Re: [Intel-gfx] [PATCH] drm/i915/gen9: Increase PCODE request timeout to 100ms

Tvrtko Ursulin <tvrtko.ursulin@xxxxxxxxxxxxxxx> · Tue, 21 Feb 2017 14:16:52 +0000

On 21/02/2017 14:13, Imre Deak wrote:
On Tue, Feb 21, 2017 at 01:11:27PM +0000, Tvrtko Ursulin wrote:

On 21/02/2017 12:43, Imre Deak wrote:
On Tue, Feb 21, 2017 at 10:06:45AM +0000, Tvrtko Ursulin wrote:

On 21/02/2017 09:37, Chris Wilson wrote:
On Tue, Feb 21, 2017 at 11:22:12AM +0200, Imre Deak wrote:
On Mon, Feb 20, 2017 at 04:05:33PM +0000, Chris Wilson wrote:
So that our preempt-off period doesn't grow completely unchecked, or do
we need that 34ms loop?

Yes, that's at least how I understand it. Scheduling away is what let's
PCODE start servicing some other request than ours or go idle. That's
in a way what we see when the preempt-enabled poll times out.

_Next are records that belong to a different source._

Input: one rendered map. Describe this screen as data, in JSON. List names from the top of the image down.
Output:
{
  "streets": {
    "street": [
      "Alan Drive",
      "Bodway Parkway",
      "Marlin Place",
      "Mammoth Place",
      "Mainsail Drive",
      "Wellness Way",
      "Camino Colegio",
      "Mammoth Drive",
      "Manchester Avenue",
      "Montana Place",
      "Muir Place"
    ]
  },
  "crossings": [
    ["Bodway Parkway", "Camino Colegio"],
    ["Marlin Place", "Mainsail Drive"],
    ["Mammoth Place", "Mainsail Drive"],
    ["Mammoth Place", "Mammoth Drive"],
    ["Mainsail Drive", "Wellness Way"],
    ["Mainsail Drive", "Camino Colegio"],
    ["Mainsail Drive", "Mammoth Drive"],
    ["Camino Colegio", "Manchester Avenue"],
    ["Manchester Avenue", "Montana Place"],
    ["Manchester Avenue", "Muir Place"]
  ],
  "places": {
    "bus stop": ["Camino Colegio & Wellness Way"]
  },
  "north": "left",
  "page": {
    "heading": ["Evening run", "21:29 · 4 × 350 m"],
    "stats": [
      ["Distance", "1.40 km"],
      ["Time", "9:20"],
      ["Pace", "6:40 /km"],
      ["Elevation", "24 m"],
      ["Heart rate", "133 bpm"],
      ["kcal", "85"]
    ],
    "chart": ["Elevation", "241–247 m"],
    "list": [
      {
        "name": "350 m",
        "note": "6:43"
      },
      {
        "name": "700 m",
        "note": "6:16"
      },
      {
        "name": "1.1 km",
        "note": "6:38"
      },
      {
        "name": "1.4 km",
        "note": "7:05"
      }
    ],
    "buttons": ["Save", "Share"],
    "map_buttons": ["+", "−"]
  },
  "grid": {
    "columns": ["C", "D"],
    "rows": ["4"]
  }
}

I was thinking along the lines of if it was just busy/unavailable for the
first 33ms that particular time, it just needed to sleep until ready.
Once available, the next request ran in the expected 1ms.

Do you not see any value in trying a sleeping loop? Perhaps compromise
and have the preempt-disable timeout increase each iteration.

This fallback method would work too, but imo the worst case is what
matters and that would be anyway the same in both cases. Because of this
and since it's a WA I'd rather keep it simple.

Parachuting in so apologies if I misunderstood something.

Is the issue here that we can get starved out of CPU time for more than 33ms
while waiting for an event?

We need to actively resend the same request for this duration.

Could we play games with sched_setscheduler and maybe temporarily go
SCHED_DEADLINE or something? Would have to look into how to correctly
restore to the old state from that and from which contexts we can actually
end up in this wait.

What would be the benefit wrt. disabling preemption? Note that since
it's a workaround it would be good to keep it simple and close to how it
worked on previous platforms (SKL/APL).

It would be nicer not to relax that BUILD_BUG_ON in atomic wait for and, if
the main problem is the scheduler/CPU starvation, to see if it can be solved
differently. Even though the atomic wait here would trigger very rarely it
might be worth coming up with something nicer and generalized.

If I understood it correctly, the difference between this wait_for call site
and the rest is that here it wants a certain number of COND checks to be
guaranteed?

Yes.

The other call sites care more about checking on enter and exit.

So in this case we want the period parameter to actually be guaranteed (or
close). This sounded like a good candidate for SCHED_DEADLINE to me. Like
wait_for_periodic(COND, TIMEOUT, INTERVAL).

Could be. But this would give less guarantee than disabling preemption,
as SCHED_DEADLINE still works on a best effort basis. How about
increasing the timeout now (to 50ms) and trying what you suggest as a
follow-up? That way we have also something for -stable.

If 50ms works it is fine by me.

Regards,

Tvrtko